Podemos relacionar essas aflições ao mito grego da Caixa de Pandora (que gira em torno do titã Prometeu, seu irmão Epimeteu e o deus Zeus). Na caixa era possível encontrar todos os males da Terra, como miséria, pobreza, morte, vícios, inveja e outros. No entanto, existia uma única coisa positiva dentro dela: a esperança. Talvez seja ela que nos impeça de colapsar diante de tantos males travestidos de insights e inputs intermináveis.
Quanto mais espaço for ocupado pelas vozes responsáveis, menos haverá para os que apostam (e muitas vezes lucram) na confusão e disseminação de mentiras.
Dentre estes males estão a hipercomunicação e a hiperconectividade, que, como desdobramentos, nos levaram a sofrer um leque de distúrbios contemporâneos, como a proliferação de ˜efes˜: FOMO (fear of missing out), “medo de ficar de fora” ou “medo de estar perdendo alguma coisa importante”; FORTO (fear of returning to the office) ou “medo de retornar ao escritório”; FOPO (fear of people’s opinions), “medo da opinião alheia” ou “medo do julgamento”; e até uma outra versão de FOPO (fear of posting out), ou “medo de não postar o suficiente”, que tem sido outra aversão bastante acentuada nos últimos dois anos.

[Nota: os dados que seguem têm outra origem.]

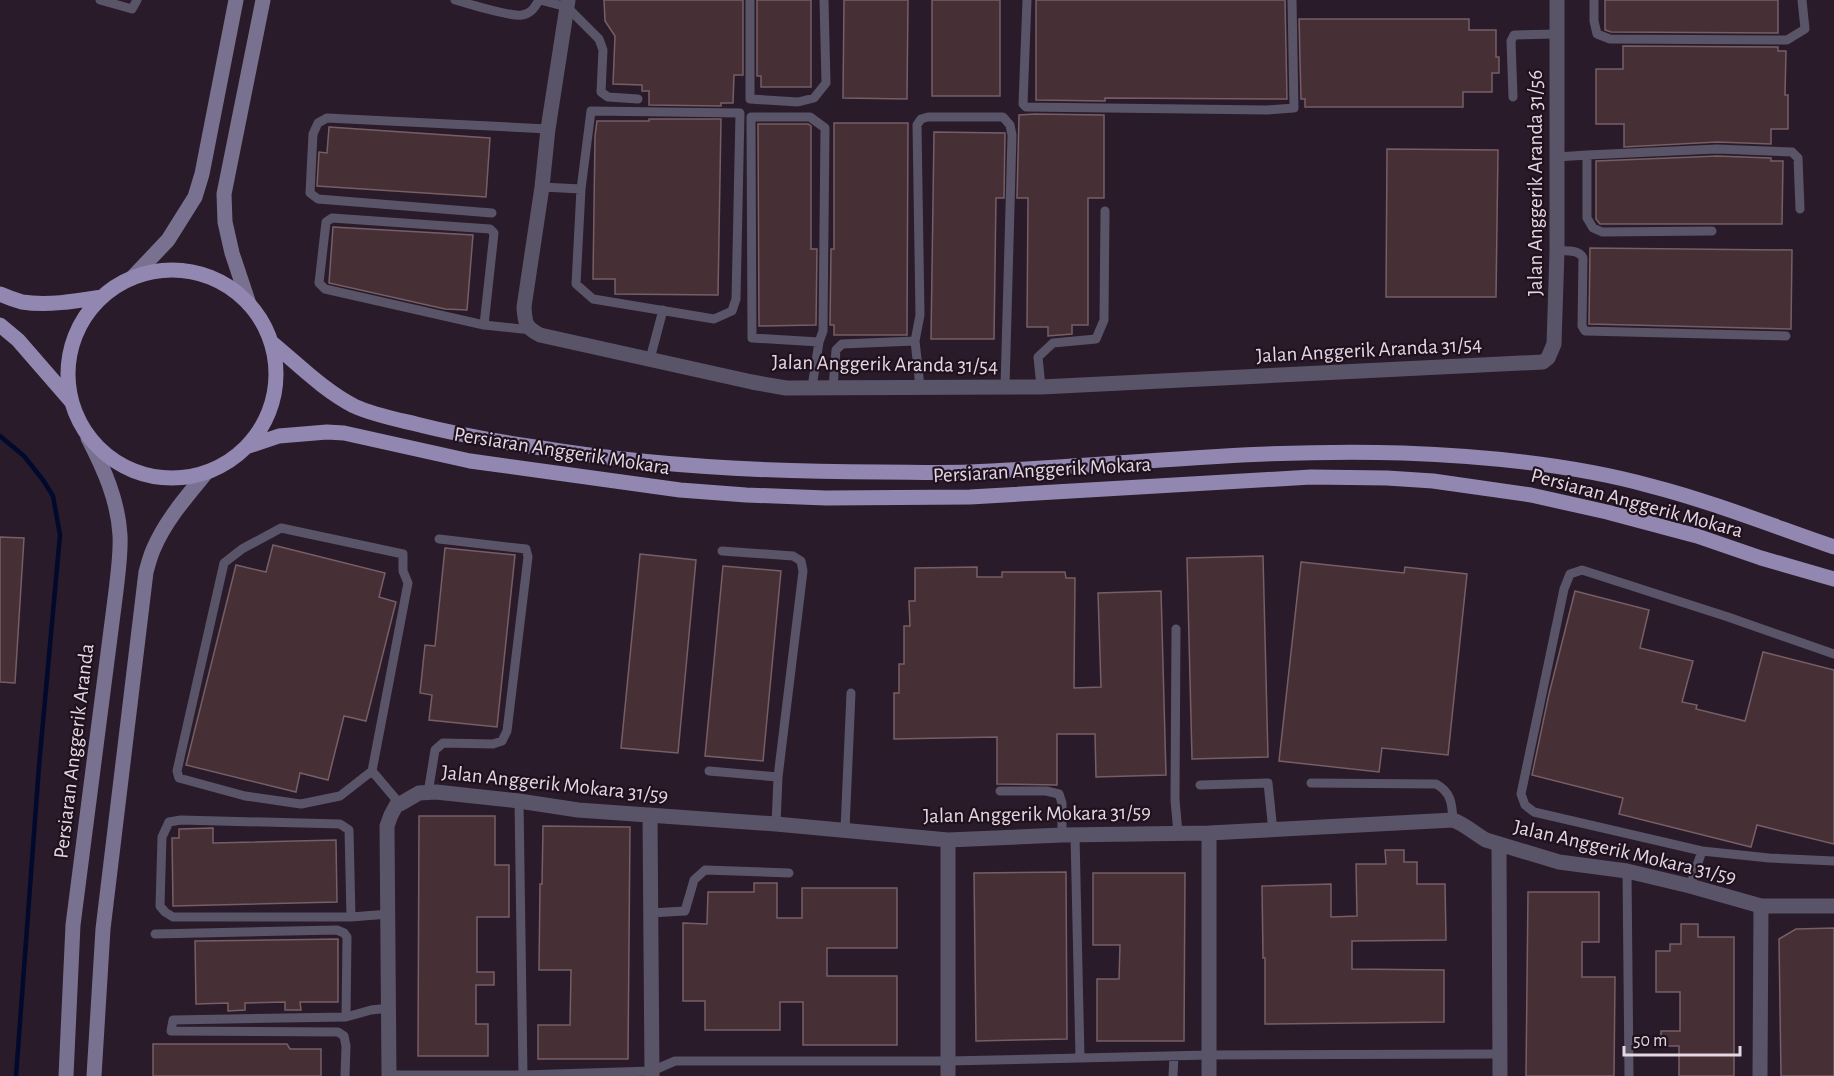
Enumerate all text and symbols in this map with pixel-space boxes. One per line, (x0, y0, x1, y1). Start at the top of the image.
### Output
street label: Jalan Anggerik Aranda 31/56 (1525, 70, 1546, 296)
street label: Jalan Anggerik Aranda 31/54 (1255, 334, 1483, 366)
street label: Jalan Anggerik Aranda 31/54 (772, 352, 998, 376)
street label: Persiaran Anggerik Mokara (452, 424, 672, 478)
street label: Persiaran Anggerik Mokara (932, 454, 1152, 486)
street label: Persiaran Anggerik Mokara (1529, 465, 1745, 541)
street label: Persiaran Anggerik Aranda (50, 642, 98, 860)
street label: Jalan Anggerik Mokara 31/59 (441, 762, 669, 806)
street label: Jalan Anggerik Mokara 31/59 (923, 802, 1151, 826)
street label: Jalan Anggerik Mokara 31/59 (1512, 816, 1738, 888)
scale bar (1624, 1019, 1740, 1057)
text: 50 m (1633, 1032, 1667, 1050)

Também vivemos uma enxurrada de agendas, simultâneas e igualmente relevantes, que aumentam nossa ansiedade: posições políticas, liderança feminina, questões identitárias (gênero e “raça”, principalmente), empreendedorismo, ESG, inovação, tecnologia, sustentabilidade etc.
Essa velocidade vertiginosa de fobias e a multiplicação de “agendas” acaba induzindo à perpetuação de conteúdos, boa parte cada vez menos embasados, numa espécie de “telefone sem fio” anabolizado, em que o que normalmente já nasce ruim acaba tendo uma trajetória devastadora e melancólica.

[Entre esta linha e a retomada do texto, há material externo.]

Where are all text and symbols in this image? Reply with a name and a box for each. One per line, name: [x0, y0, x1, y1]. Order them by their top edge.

Nós, que trabalhamos e vivemos a comunicação, devemos ser, na sociedade, aqueles capazes de identificar formas mais hábeis de nos comunicar (tanto na forma, como na frequência), com o intuito de ajustar nosso olhar e compreender a força e o valor do conteúdo de qualidade.
Tentemos não reverberar e, pior, até amplificar as vozes de palpiteiros, sejam eles bem ou mal-intencionados.
Talvez o sopro de esperança seja em direção ao caminho da autorregulação, isto é, por meio de lideranças hábeis e engajadas com o compromisso de gerar e propagar conteúdos e mensagens genuínas, subindo a barra das discussões com temas tratados de forma embasada.
Ouçamos quem tem, de fato, o que dizer. Tentemos não reverberar e, pior, até amplificar as vozes de palpiteiros, sejam eles bem ou mal-intencionados. Quanto mais espaço for ocupado pelas vozes responsáveis, menos haverá para os que apostam – e muitas vezes lucram – na confusão e disseminação de mentiras.
Podemos fortalecer a “esperança da Caixa de Pandora” por meio das vozes que consigam provocar o interesse da sociedade com o objetivo de criar diálogos, que não questionem o que, coletivamente, já temos pacificado – como, por exemplo, o conceito de que a democracia não é perfeita, mas é o melhor que conseguimos produzir até hoje.
Esta pode ser uma forma de amenizar medos, diminuir o ruído e a confusão. Nós, gestores de comunicação, somos parte fundamental desta equação. Podemos melhorar a frequência e aumentar o som e a circulação de verdades e generosidade e tentar, assim, impedir o eco de atitudes, gestos e falas encharcadas de violência e mentira, que acabam por intoxicar nossas vidas.